Navigating the Digital Frontier: India’s Personal Data Protection Act, 2023 – Part 3
In Part 1 and Part 2 of this series, we laid the groundwork by exploring the preliminary provisions and data protection obligations of India’s Digital Personal Data Protection Act, 2023. We also began to draw parallels with global regulations, situating India’s approach within the broader international context.

As we continue our journey into the heart of the Digital Personal Data Protection Act, 2023, Part 3 marks the final stage of this exploration, focusing on enforcing data protection and shaping a secure digital future. This concluding part examines the Act’s provisions on offences and penalties and offers a comprehensive analysis of its enforcement architecture, assessing its broader implications for individual privacy, national security, and India’s evolving digital economy.
The enforcement mechanism of any data protection legislation ultimately determines whether its provisions remain theoretical ideals or translate into tangible protections for individuals. India’s Digital Personal Data Protection Act, 2023, establishes a penalty framework designed to secure compliance through meaningful financial consequences, while preserving sufficient flexibility for contextual adjudication by the Data Protection Board of India. The Act received Presidential assent on August 11, 2023, and represents India’s first standalone statute devoted exclusively to the protection of digital personal data. While the foundational principles and individual rights provisions define the substantive obligations of data fiduciaries, it is the penalty regime under Chapter VIII and the miscellaneous provisions in Chapter IX that determine how the law will function in practice.

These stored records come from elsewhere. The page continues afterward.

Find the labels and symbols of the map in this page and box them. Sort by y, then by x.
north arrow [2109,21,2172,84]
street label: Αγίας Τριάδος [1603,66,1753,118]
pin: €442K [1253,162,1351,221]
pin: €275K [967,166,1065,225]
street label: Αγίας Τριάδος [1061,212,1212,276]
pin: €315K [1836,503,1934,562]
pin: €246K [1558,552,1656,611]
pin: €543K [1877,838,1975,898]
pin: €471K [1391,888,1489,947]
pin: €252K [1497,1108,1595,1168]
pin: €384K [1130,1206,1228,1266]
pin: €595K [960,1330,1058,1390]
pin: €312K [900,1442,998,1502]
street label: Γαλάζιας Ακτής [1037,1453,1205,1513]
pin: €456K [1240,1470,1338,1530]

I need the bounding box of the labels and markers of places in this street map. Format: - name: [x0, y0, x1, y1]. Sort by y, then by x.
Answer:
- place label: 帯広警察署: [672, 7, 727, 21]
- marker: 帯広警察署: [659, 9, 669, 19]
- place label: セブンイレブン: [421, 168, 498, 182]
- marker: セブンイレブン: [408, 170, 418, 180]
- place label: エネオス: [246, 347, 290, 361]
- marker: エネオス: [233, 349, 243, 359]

The Act’s enforcement architecture reflects a regulatory philosophy that diverges in important respects from global counterparts such as the European Union’s General Data Protection Regulation and the California Consumer Privacy Act. Instead of linking penalties to a percentage of global turnover, the DPDPA adopts a tiered structure prescribing fixed maximum penalties for specified categories of violations. This model enhances predictability for organizations by clearly delineating their maximum exposure, while still ensuring that penalties are sufficiently substantial to deter non-compliance. Notably, the Act does not criminalize data protection breaches through imprisonment, nor does it create private rights of action enabling individuals to directly sue data fiduciaries. Enforcement authority is instead centralized in the Data Protection Board of India, a design choice intended to promote consistency in regulatory outcomes and to avoid the fragmentation and excessive litigation observed in some other jurisdictions.
The Penalty Framework: Structure and Implementation
Section 33 of the DPDPA empowers the Data Protection Board to impose monetary penalties when it determines that a breach of the Act or rules is significant. The provision requires the Board to provide an opportunity for the person or entity under investigation to be heard before imposing any penalty, ensuring procedural fairness. The Schedule annexed to the Act specifies maximum penalty amounts for different categories of violations, creating a hierarchy that reflects the legislature’s assessment of relative severity [1]. The highest penalty, reaching up to INR 250 crore (approximately USD 30 million at current exchange rates), applies to failures by data processors or data fiduciaries to ensure reasonable safeguards for preventing personal data breaches. This substantial sum signals that security obligations constitute the apex of the compliance pyramid.
Failure to notify the Data Protection Board and affected data principals about personal data breaches attracts penalties up to INR 200 crore. The same maximum applies to non-fulfillment of obligations pertaining to children’s data, reflecting heightened concern for protecting minors in the digital ecosystem. Violations by significant data fiduciaries—a category the Act defines as those processing personal data at a scale and nature requiring additional obligations—can result in penalties up to INR 150 crore. For violations where no specific penalty is prescribed, the Board may impose penalties up to INR 50 crore. Even data principals themselves face potential penalties up to INR 10,000 if they violate their duties under Section 15, such as providing false information or registering frivolous complaints [2].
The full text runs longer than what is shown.